Mr. Norman S. Costanza argued the cause for appellant, Miehle-Goss-Dexter, Inc.
Mr. Joseph J. MacDonald argued the cause for respondents, Edward B. McKee and Barbara McKee (Messrs. Harrison, Hartman and MacDonald, attorneys).
*481 PER CURIAM.
The trial judge's rulings from which defendant appeals not having been shown to be prejudicial and a review of the record disclosing neither prejudice nor error as alleged by appellant in the court's comments during trial, the judgment in favor of plaintiffs is affirmed.

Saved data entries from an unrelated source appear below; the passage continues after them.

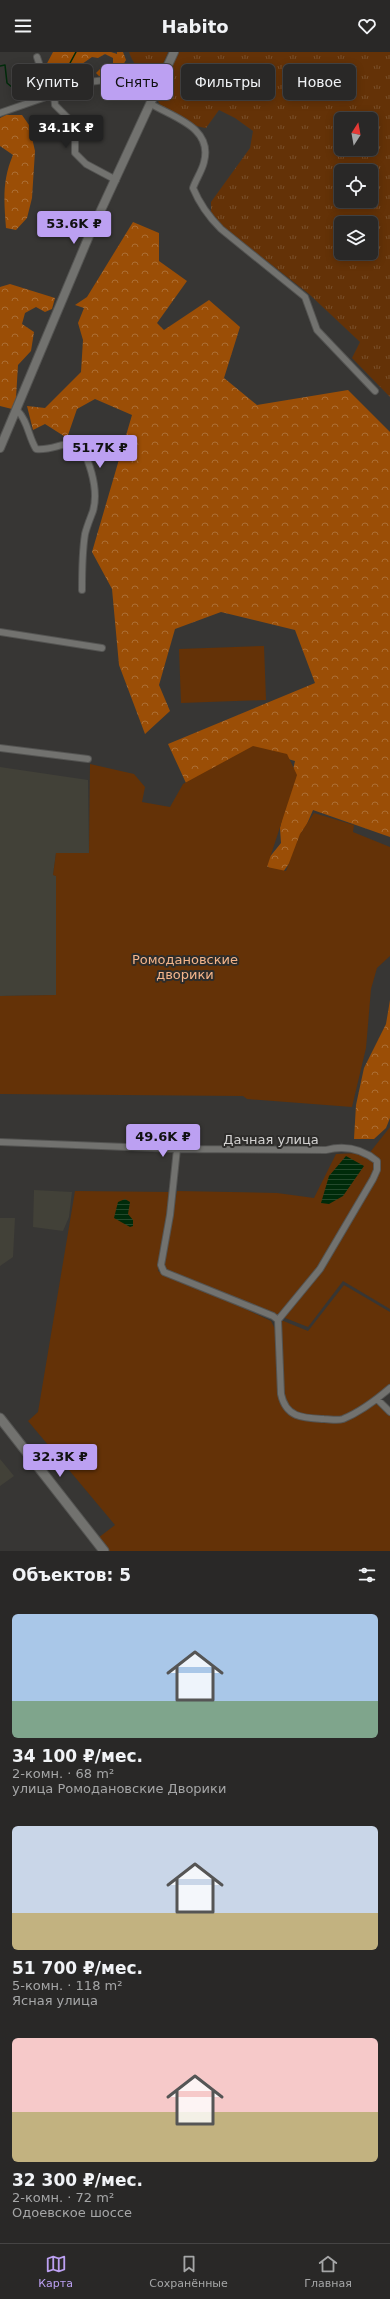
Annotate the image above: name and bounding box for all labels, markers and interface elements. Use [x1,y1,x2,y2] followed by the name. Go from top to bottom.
[12,15,34,37] icon: menu
[356,15,378,37] icon: heart
[161,16,229,37] text: Habito
[12,64,93,100] chip: Купить
[101,64,173,100] chip: Снять
[181,64,275,100] chip: Фильтры
[283,64,356,100] chip: Новое
[334,112,378,156] north arrow
[334,112,378,260] map controls
[29,115,103,149] pin: 34.1K ₽
[38,120,94,135] text: 34.1K ₽
[334,164,378,208] button: locate
[37,211,111,245] pin: 53.6K ₽
[46,216,102,231] text: 53.6K ₽
[334,216,378,260] button: layers
[63,435,137,469] pin: 51.7K ₽
[72,440,128,455] text: 51.7K ₽
[132,952,238,982] park label: Ромодановские дворики
[126,1124,200,1158] pin: 49.6K ₽
[135,1129,191,1144] text: 49.6K ₽
[223,1132,319,1147] street label: Дачная улица
[23,1444,97,1478] pin: 32.3K ₽
[32,1449,88,1464] text: 32.3K ₽
[356,1564,378,1586] icon: filters
[12,1565,131,1585] text: Объектов: 5
[159,1640,231,1712] icon: home
[12,1746,143,1766] text: 34 100 ₽/мес.
[12,1766,114,1781] text: 2-комн. · 68 m²
[12,1781,226,1796] text: улица Ромодановские Дворики
[159,1852,231,1924] icon: home
[12,1958,143,1978] text: 51 700 ₽/мес.
[12,1978,122,1993] text: 5-комн. · 118 m²
[12,1993,98,2008] text: Ясная улица
[159,2064,231,2136] icon: home
[12,2170,143,2190] text: 32 300 ₽/мес.
[12,2190,114,2205] text: 2-комн. · 72 m²
[12,2205,132,2220] text: Одоевское шоссе
[38,2253,73,2290] tab: Карта
[149,2253,228,2290] tab: Сохранённые
[304,2253,352,2290] tab: Главная

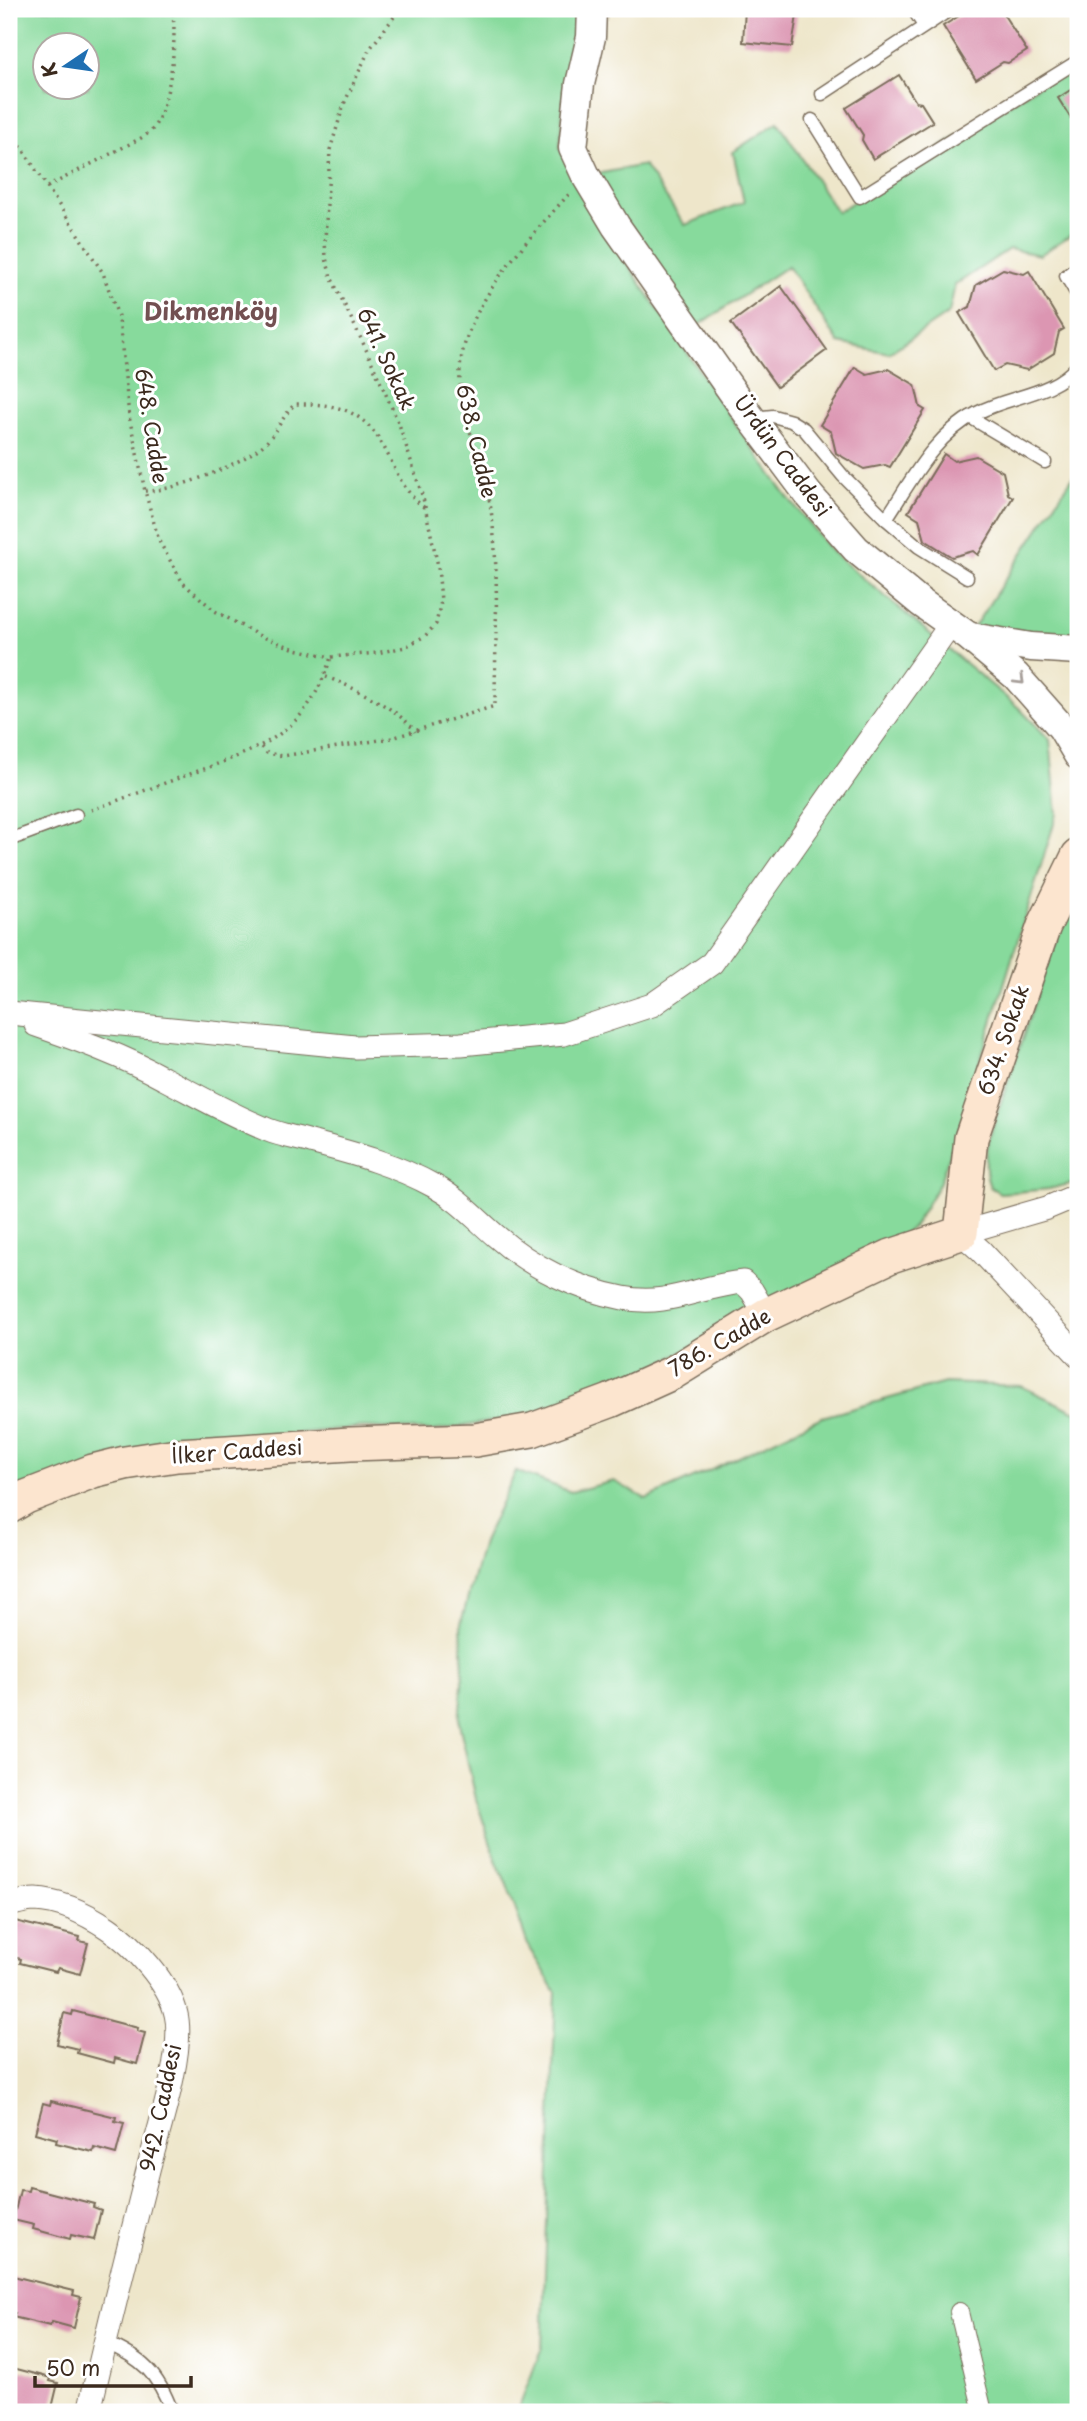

Plaintiffs also urge that under the recently adopted R. 4:42-11(b) (effective January 31, 1972) interest should be allowed on the amounts of the judgment from February 5, 1969, the date of the institution of the action. We hold this rule does not apply retroactively to judgments entered prior to its effective date.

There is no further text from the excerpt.